BEGIN DATA FOR ANALYSIS

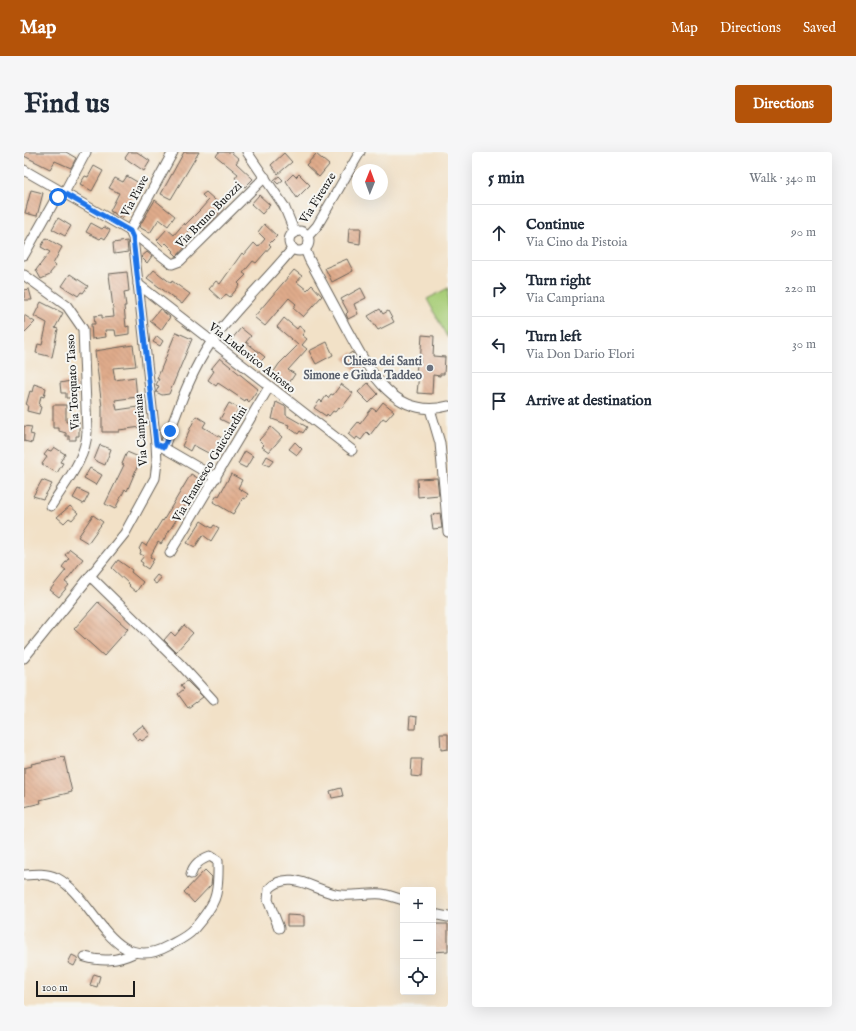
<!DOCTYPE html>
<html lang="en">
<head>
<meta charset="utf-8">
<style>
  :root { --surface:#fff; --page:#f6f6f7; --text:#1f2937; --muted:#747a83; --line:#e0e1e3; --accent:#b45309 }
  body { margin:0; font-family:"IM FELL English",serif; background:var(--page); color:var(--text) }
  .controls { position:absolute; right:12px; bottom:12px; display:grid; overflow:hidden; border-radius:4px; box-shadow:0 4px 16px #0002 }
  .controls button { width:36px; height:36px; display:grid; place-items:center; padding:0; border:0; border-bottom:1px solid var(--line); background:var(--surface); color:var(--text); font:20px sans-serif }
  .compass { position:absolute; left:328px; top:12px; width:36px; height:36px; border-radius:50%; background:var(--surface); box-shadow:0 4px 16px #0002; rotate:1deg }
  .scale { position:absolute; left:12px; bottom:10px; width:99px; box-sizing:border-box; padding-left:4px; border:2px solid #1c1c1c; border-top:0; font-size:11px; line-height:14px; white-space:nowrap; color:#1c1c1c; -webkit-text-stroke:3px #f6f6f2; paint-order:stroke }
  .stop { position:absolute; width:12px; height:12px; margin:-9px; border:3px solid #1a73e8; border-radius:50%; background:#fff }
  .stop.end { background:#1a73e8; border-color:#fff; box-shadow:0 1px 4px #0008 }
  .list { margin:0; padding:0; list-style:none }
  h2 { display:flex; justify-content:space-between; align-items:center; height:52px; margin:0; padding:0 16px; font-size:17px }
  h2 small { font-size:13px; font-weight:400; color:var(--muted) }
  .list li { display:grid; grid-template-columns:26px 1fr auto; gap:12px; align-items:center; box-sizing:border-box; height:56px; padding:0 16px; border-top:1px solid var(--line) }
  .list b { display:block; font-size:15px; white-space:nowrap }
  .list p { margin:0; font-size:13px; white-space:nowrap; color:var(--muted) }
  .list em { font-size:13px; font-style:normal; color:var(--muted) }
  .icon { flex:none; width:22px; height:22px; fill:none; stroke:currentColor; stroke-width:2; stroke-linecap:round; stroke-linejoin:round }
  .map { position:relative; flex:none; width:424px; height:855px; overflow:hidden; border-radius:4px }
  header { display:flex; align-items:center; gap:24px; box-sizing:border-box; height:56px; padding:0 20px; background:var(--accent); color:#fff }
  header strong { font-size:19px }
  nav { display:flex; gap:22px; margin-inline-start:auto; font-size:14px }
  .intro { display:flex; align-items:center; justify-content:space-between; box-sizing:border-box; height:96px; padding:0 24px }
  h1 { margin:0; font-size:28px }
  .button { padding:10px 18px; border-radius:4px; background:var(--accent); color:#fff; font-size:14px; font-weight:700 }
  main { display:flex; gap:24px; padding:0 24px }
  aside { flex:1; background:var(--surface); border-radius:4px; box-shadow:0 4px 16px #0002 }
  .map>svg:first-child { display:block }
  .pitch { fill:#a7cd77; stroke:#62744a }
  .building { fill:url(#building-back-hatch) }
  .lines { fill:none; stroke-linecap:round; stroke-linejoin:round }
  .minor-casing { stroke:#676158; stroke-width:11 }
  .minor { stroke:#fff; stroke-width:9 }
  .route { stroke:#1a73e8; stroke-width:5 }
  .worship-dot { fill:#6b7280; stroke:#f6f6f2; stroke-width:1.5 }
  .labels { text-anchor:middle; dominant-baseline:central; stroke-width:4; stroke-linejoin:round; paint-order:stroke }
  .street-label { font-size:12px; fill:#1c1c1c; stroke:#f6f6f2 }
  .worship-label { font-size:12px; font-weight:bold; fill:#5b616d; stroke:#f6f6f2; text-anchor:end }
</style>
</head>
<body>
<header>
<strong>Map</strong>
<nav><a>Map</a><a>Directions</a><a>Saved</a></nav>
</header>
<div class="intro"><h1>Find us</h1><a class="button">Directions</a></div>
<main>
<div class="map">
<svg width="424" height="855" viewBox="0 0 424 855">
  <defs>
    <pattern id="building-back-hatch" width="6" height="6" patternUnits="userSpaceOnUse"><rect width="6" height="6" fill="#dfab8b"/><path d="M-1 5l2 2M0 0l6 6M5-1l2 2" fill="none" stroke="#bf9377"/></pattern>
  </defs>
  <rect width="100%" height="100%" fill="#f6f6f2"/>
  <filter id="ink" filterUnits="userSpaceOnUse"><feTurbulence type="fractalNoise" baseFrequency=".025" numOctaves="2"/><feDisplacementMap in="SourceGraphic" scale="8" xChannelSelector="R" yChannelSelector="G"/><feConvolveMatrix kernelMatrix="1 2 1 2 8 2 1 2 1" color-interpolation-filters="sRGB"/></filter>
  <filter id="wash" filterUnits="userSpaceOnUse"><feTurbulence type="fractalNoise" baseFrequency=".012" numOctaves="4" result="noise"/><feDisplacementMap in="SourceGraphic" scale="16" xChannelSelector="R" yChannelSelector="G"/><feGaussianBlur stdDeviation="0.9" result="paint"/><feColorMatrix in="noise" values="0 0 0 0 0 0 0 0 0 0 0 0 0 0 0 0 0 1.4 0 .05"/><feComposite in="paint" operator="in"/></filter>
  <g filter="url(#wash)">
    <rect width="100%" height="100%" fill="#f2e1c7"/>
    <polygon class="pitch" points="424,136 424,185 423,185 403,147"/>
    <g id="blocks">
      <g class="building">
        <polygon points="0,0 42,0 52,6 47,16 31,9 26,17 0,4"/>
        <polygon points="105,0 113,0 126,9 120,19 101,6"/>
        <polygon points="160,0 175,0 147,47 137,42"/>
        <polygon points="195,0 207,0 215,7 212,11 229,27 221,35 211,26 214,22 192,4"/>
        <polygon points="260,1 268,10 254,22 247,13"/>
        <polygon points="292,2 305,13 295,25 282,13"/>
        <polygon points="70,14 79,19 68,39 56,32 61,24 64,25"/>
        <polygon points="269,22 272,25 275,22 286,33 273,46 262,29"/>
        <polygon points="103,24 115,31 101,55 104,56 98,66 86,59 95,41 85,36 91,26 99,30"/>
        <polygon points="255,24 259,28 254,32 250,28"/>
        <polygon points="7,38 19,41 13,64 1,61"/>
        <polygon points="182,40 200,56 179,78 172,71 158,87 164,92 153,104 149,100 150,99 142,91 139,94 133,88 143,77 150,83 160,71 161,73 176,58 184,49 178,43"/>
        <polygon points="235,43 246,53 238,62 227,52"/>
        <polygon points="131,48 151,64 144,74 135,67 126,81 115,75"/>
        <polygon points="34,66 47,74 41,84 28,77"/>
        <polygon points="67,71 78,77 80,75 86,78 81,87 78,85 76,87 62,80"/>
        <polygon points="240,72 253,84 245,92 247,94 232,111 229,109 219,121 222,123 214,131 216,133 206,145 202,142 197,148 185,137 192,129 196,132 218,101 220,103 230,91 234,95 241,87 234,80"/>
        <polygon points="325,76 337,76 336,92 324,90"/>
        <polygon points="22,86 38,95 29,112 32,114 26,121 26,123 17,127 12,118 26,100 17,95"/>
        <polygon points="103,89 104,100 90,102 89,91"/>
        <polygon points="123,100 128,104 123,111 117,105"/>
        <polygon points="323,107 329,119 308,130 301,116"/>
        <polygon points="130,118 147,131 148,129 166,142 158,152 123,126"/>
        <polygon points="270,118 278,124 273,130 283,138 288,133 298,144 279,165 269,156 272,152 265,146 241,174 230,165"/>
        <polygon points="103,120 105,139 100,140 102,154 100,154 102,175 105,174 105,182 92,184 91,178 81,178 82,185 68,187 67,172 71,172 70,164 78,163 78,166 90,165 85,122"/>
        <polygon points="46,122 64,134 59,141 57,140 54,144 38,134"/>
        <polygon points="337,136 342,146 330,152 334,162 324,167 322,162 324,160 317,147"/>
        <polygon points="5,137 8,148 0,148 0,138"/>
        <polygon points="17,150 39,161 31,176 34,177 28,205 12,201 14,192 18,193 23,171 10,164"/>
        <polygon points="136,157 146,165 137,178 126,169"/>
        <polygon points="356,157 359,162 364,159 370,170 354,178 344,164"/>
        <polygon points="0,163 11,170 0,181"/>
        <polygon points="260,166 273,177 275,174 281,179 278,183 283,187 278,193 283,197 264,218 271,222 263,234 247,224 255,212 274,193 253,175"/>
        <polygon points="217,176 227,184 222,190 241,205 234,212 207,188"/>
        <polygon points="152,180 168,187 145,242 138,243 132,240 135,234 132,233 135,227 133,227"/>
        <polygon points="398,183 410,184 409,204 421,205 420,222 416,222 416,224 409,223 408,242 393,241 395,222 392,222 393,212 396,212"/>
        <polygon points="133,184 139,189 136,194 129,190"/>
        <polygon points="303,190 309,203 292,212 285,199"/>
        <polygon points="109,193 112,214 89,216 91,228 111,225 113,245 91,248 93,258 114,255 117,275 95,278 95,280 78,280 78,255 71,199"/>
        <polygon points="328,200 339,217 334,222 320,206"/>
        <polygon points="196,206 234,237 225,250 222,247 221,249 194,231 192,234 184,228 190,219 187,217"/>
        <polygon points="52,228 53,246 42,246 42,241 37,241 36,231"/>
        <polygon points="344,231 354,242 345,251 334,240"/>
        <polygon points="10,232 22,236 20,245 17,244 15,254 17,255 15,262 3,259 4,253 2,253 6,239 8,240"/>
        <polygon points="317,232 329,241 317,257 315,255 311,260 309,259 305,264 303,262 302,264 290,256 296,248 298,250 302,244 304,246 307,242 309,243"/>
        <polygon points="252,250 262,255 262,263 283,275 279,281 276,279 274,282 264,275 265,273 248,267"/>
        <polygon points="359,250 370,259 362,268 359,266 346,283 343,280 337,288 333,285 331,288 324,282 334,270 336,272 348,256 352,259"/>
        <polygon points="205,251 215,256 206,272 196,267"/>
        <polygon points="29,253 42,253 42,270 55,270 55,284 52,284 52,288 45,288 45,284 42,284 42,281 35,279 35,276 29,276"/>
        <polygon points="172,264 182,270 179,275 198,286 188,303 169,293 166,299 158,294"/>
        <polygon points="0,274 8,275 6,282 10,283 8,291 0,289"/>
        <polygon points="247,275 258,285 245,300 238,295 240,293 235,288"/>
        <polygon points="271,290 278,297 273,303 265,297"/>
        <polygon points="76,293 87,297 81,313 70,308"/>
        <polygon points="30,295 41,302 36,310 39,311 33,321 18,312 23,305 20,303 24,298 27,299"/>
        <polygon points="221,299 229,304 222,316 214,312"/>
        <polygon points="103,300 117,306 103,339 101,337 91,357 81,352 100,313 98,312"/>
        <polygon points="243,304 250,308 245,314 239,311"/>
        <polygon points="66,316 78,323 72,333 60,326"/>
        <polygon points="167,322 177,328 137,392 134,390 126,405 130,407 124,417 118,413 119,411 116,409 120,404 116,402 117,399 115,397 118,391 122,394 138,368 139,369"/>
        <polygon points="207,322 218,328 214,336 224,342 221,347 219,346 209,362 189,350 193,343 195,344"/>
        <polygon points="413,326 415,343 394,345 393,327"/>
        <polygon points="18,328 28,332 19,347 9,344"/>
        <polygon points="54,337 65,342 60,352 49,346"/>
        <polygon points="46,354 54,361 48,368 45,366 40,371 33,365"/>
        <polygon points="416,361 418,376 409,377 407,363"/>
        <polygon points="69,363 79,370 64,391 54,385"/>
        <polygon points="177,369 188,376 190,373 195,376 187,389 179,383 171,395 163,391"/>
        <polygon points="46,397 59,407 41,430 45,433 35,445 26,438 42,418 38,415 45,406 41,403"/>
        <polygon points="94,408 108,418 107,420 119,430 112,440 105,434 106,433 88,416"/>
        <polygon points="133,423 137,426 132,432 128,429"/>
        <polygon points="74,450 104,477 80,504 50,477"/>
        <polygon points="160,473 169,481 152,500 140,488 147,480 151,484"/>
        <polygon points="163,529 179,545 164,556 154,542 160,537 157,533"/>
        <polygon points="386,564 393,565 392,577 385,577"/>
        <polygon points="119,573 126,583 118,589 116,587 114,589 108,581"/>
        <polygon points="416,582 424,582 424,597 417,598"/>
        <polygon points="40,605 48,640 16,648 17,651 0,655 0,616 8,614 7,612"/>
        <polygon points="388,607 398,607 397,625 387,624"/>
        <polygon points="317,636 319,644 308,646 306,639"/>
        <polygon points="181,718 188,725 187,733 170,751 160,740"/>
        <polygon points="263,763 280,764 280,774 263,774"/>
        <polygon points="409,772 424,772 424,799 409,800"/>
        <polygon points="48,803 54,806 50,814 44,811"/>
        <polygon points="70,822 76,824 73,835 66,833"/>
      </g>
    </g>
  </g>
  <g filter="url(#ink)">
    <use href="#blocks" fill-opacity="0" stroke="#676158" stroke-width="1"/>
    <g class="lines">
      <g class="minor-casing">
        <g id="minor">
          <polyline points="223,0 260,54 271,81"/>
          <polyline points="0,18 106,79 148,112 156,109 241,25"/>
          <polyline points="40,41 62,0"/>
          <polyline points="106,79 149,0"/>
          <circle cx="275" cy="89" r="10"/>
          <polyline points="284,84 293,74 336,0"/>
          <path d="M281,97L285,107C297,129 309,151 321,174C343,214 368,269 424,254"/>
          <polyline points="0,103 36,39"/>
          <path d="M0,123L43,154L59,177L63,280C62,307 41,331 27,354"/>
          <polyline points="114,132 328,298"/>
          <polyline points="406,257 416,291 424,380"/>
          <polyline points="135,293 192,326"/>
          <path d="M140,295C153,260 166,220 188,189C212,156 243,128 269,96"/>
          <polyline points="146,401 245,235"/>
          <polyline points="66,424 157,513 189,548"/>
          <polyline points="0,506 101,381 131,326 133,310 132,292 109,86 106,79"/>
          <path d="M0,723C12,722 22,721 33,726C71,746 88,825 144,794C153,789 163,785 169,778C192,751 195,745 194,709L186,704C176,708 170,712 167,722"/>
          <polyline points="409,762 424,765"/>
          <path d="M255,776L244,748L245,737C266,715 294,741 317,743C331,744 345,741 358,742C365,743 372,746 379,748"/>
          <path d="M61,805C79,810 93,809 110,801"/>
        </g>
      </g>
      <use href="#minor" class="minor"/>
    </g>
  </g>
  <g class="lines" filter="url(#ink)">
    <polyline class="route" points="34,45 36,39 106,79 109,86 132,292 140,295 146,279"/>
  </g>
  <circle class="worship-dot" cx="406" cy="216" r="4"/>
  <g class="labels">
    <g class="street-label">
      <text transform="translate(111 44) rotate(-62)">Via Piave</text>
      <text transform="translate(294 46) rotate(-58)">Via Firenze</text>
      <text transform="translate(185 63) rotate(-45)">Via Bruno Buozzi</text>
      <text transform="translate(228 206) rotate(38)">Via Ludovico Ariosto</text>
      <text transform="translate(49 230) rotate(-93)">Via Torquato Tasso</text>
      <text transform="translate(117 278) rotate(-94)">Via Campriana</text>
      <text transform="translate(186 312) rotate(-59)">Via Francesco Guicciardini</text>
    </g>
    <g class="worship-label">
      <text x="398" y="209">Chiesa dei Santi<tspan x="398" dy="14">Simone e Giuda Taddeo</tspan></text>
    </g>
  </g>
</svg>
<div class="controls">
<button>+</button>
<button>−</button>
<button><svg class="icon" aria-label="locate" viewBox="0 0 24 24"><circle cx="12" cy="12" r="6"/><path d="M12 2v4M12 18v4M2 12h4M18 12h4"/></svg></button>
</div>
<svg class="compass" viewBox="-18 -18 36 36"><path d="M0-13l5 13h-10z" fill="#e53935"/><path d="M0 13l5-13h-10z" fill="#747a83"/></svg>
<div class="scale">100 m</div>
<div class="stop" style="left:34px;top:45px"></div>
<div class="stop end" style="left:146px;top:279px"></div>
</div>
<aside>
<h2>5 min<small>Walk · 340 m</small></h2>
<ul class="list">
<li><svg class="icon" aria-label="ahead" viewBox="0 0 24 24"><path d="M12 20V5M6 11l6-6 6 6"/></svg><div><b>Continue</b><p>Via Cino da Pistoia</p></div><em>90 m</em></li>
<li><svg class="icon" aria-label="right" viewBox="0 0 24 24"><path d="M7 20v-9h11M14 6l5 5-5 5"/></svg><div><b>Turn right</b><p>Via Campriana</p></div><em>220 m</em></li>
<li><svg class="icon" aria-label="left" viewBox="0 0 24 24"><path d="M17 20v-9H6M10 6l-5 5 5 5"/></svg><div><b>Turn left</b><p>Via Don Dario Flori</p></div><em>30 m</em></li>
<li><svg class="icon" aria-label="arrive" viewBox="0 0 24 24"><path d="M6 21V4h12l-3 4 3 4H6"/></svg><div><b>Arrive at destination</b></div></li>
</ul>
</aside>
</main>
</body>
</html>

END DATA FOR ANALYSIS

AIM OF THE TASK — If the word "baseFrequency" is on a line above, return that line.

WRITTEN SOLUTION —
  <filter id="ink" filterUnits="userSpaceOnUse"><feTurbulence type="fractalNoise" baseFrequency=".025" numOctaves="2"/><feDisplacementMap in="SourceGraphic" scale="8" xChannelSelector="R" yChannelSelector="G"/><feConvolveMatrix kernelMatrix="1 2 1 2 8 2 1 2 1" color-interpolation-filters="sRGB"/></filter>
  <filter id="wash" filterUnits="userSpaceOnUse"><feTurbulence type="fractalNoise" baseFrequency=".012" numOctaves="4" result="noise"/><feDisplacementMap in="SourceGraphic" scale="16" xChannelSelector="R" yChannelSelector="G"/><feGaussianBlur stdDeviation="0.9" result="paint"/><feColorMatrix in="noise" values="0 0 0 0 0 0 0 0 0 0 0 0 0 0 0 0 0 1.4 0 .05"/><feComposite in="paint" operator="in"/></filter>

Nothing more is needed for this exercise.